[REQUIREMENT] Every line containing "lists" should be copied out. Go through the entries and find them.

[MATERIAL FOR THIS TASK]
++++++++++++++++++++

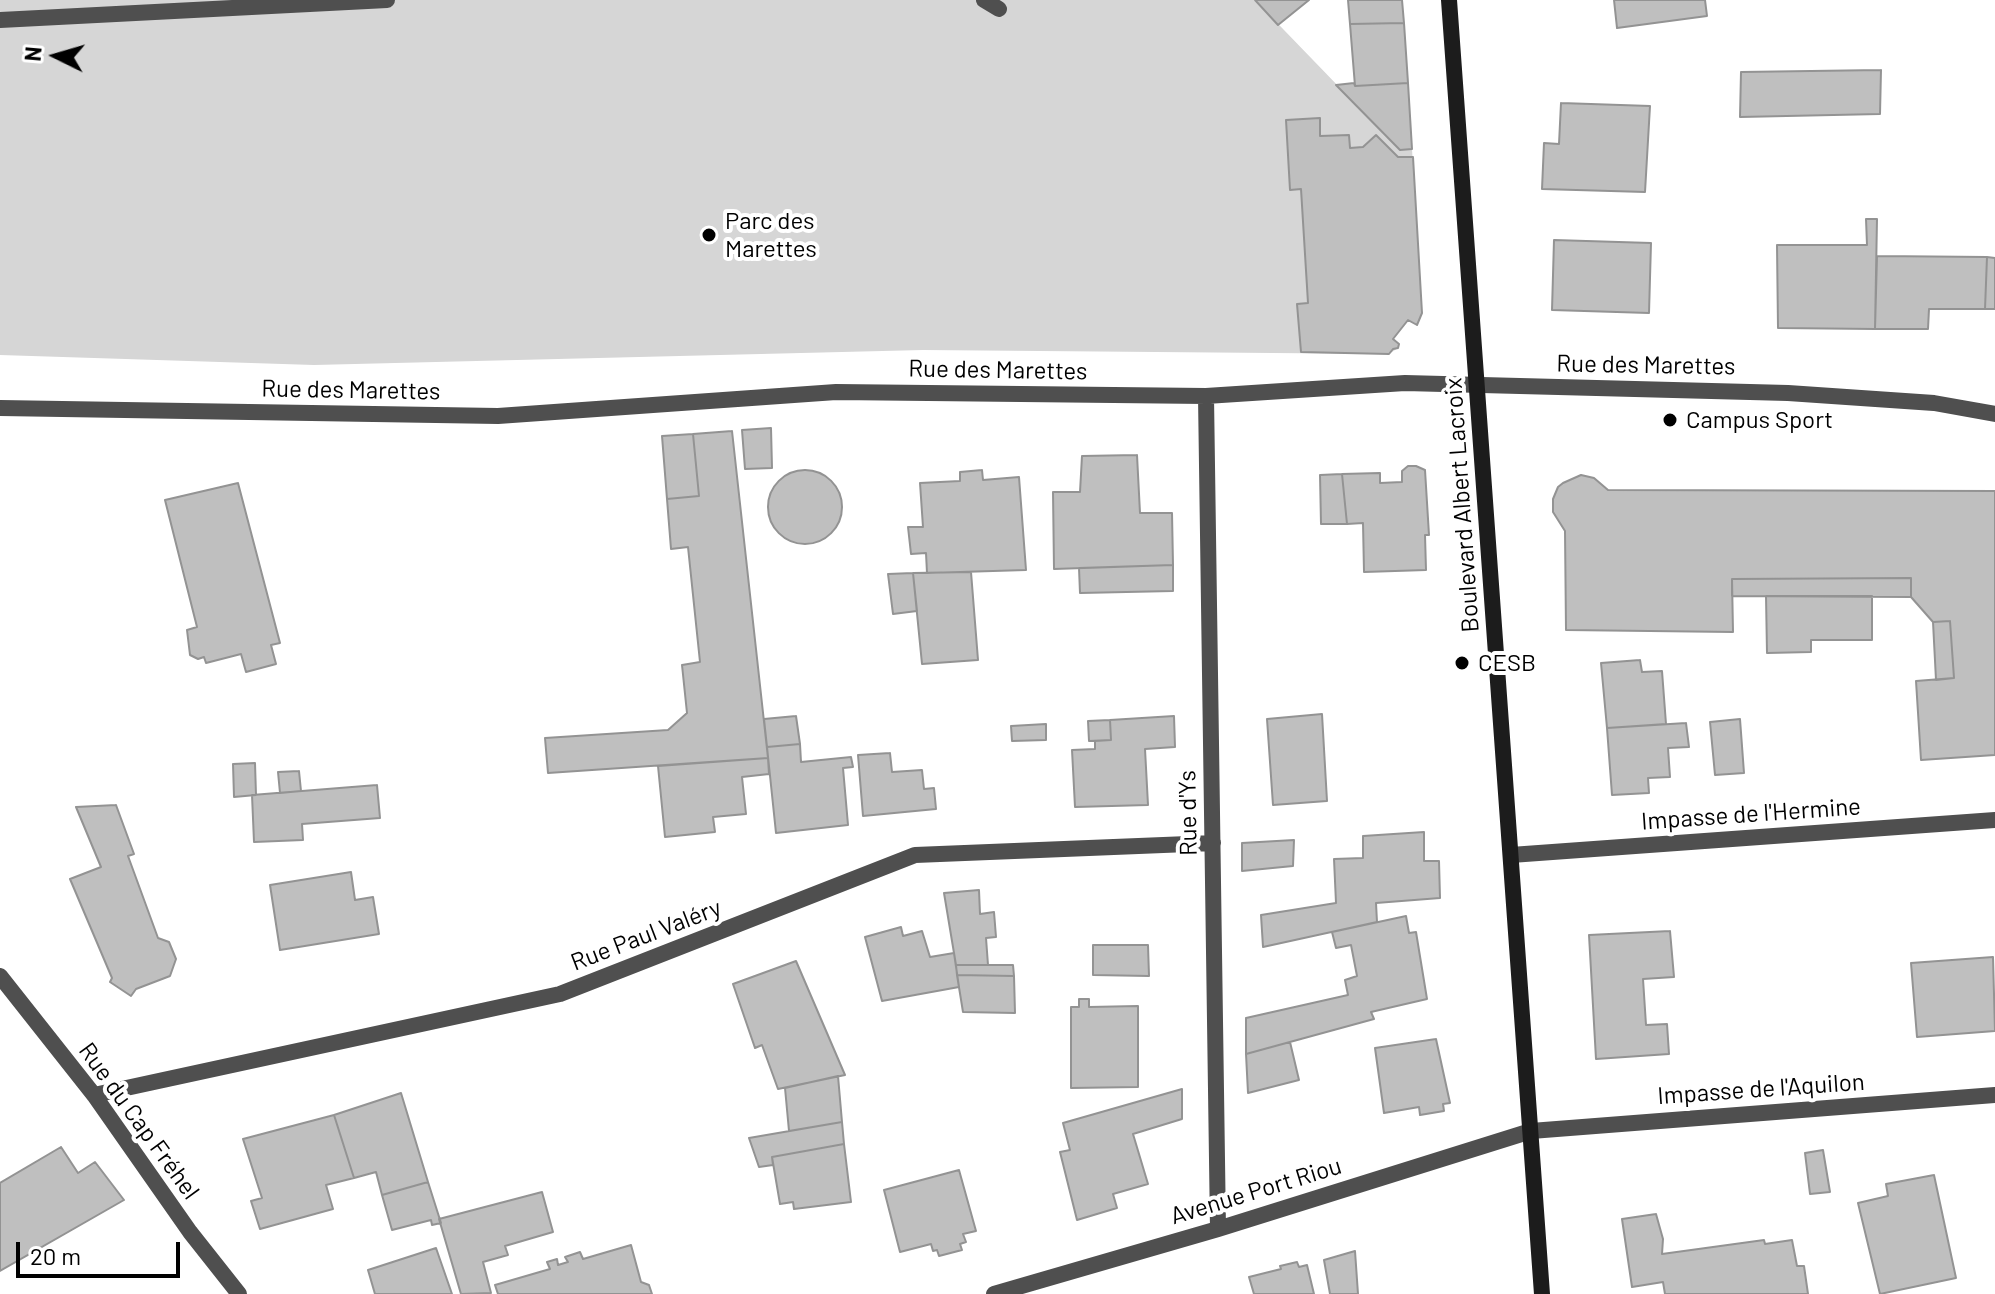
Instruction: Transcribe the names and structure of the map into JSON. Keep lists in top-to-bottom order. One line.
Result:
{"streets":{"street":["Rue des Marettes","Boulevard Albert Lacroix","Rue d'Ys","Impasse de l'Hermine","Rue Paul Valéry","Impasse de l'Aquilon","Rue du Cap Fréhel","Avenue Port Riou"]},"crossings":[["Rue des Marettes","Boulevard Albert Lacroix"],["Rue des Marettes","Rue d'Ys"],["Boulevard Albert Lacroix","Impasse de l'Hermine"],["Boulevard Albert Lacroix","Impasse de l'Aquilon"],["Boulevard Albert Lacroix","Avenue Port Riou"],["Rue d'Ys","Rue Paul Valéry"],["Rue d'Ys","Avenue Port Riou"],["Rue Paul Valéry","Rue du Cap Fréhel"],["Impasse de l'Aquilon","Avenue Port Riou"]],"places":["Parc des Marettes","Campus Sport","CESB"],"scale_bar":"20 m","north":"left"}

++++++++++++++++++++

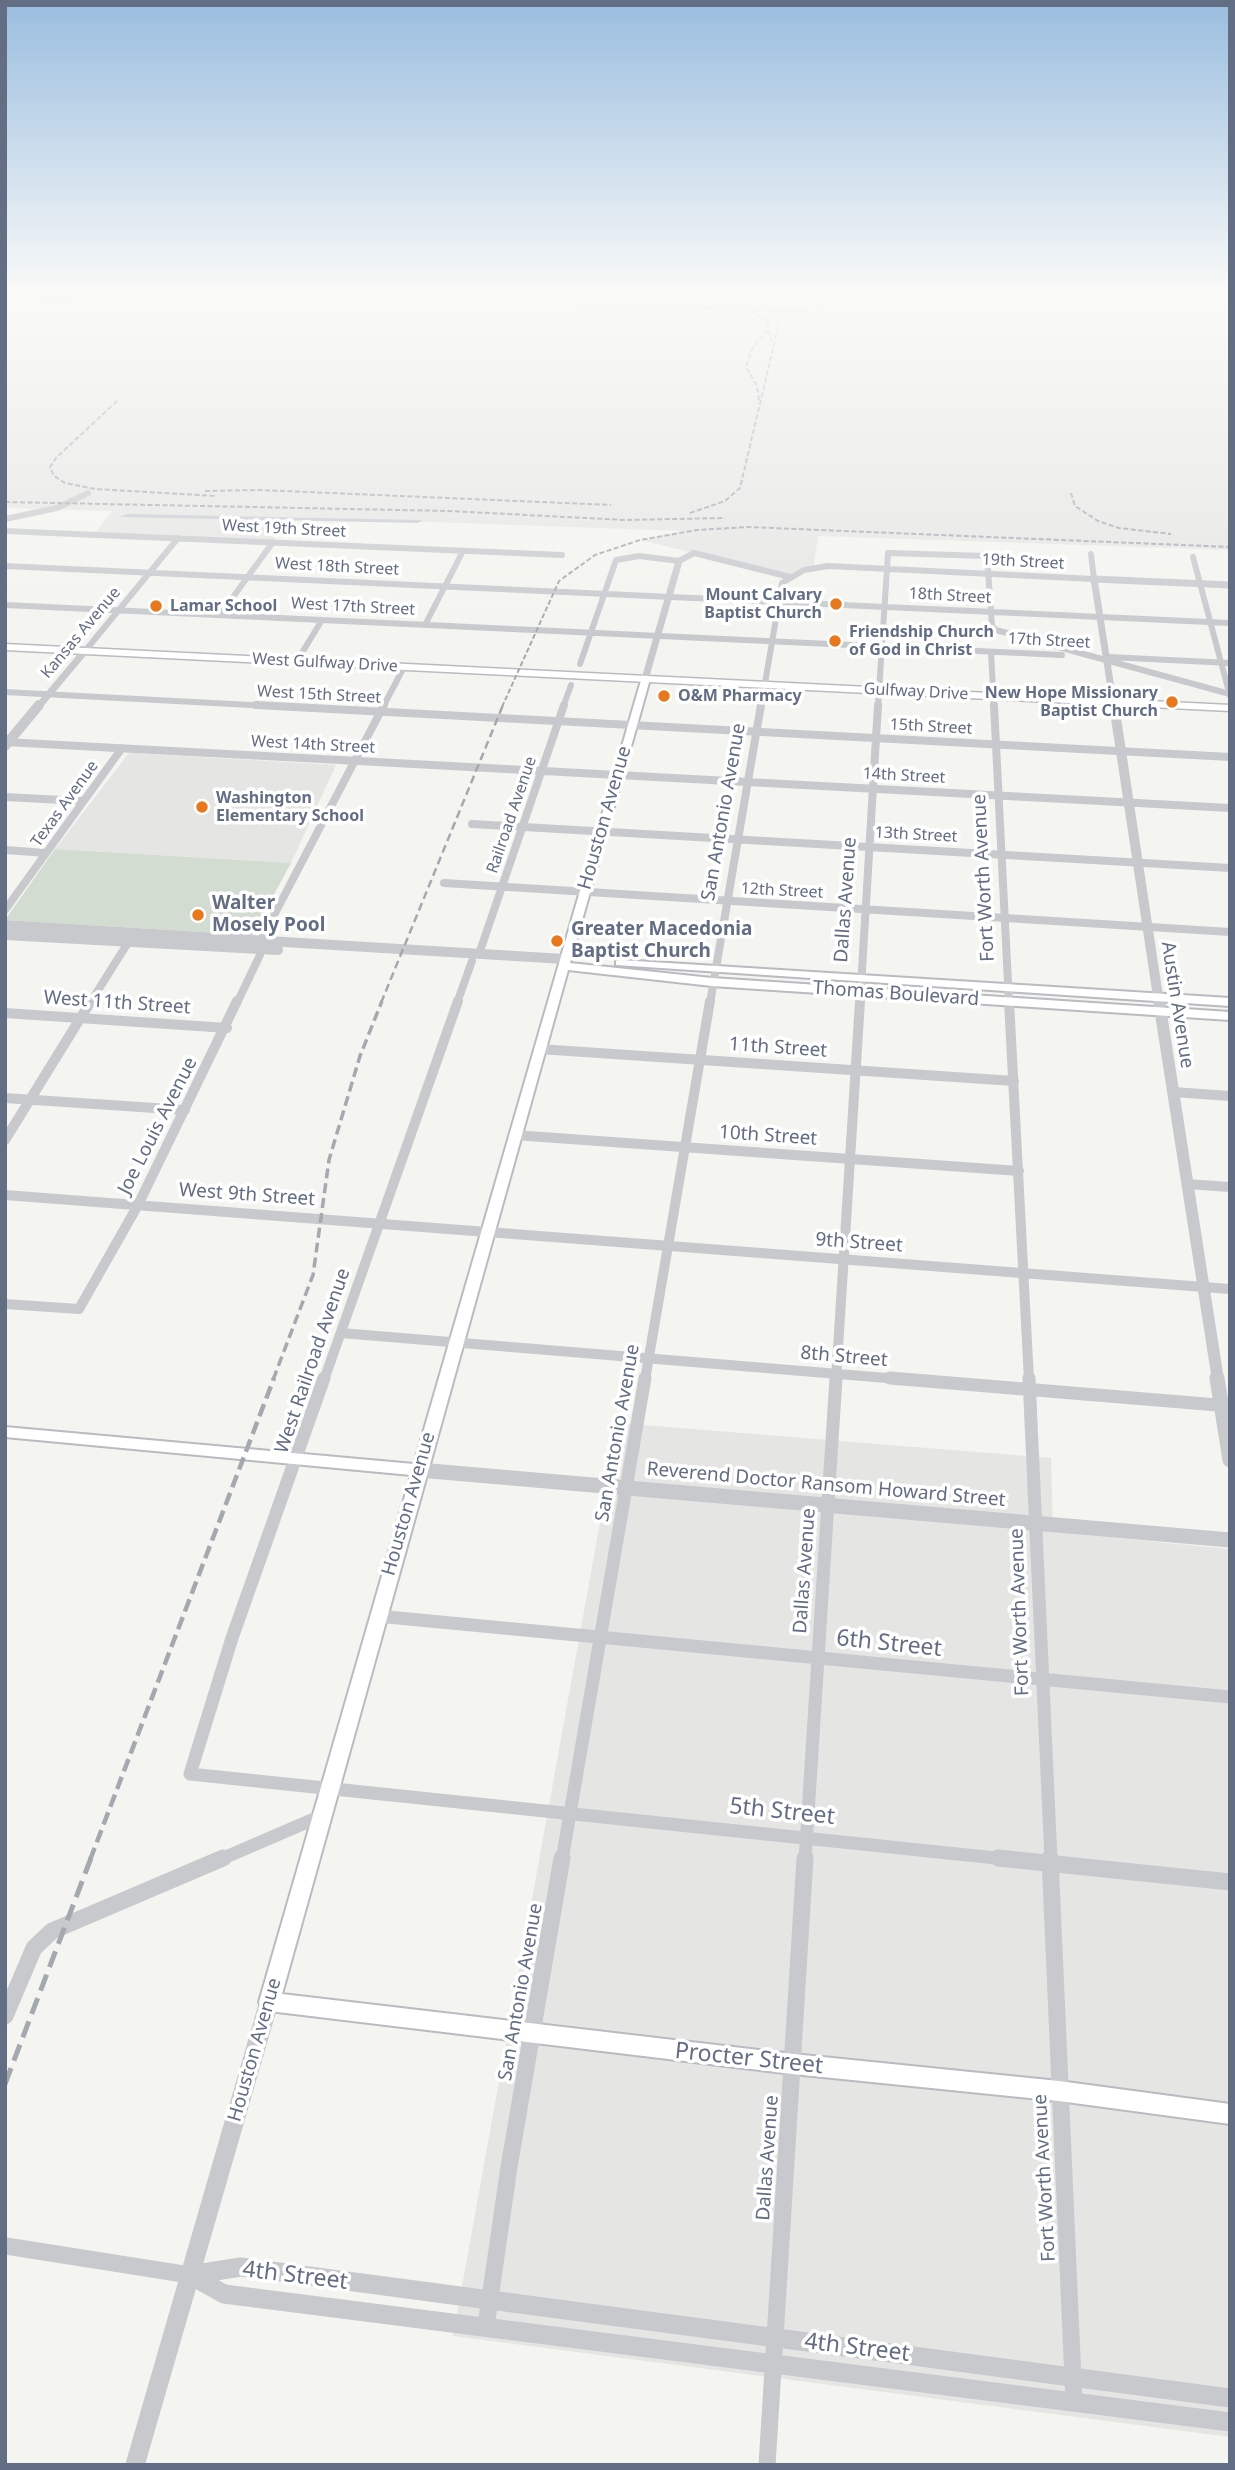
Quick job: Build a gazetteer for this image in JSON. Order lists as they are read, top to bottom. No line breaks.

++++++++++++++++++++

[WRITTEN RESPONSE]
Instruction: Transcribe the names and structure of the map into JSON. Keep lists in top-to-bottom order. One line.
Quick job: Build a gazetteer for this image in JSON. Order lists as they are read, top to bottom. No line breaks.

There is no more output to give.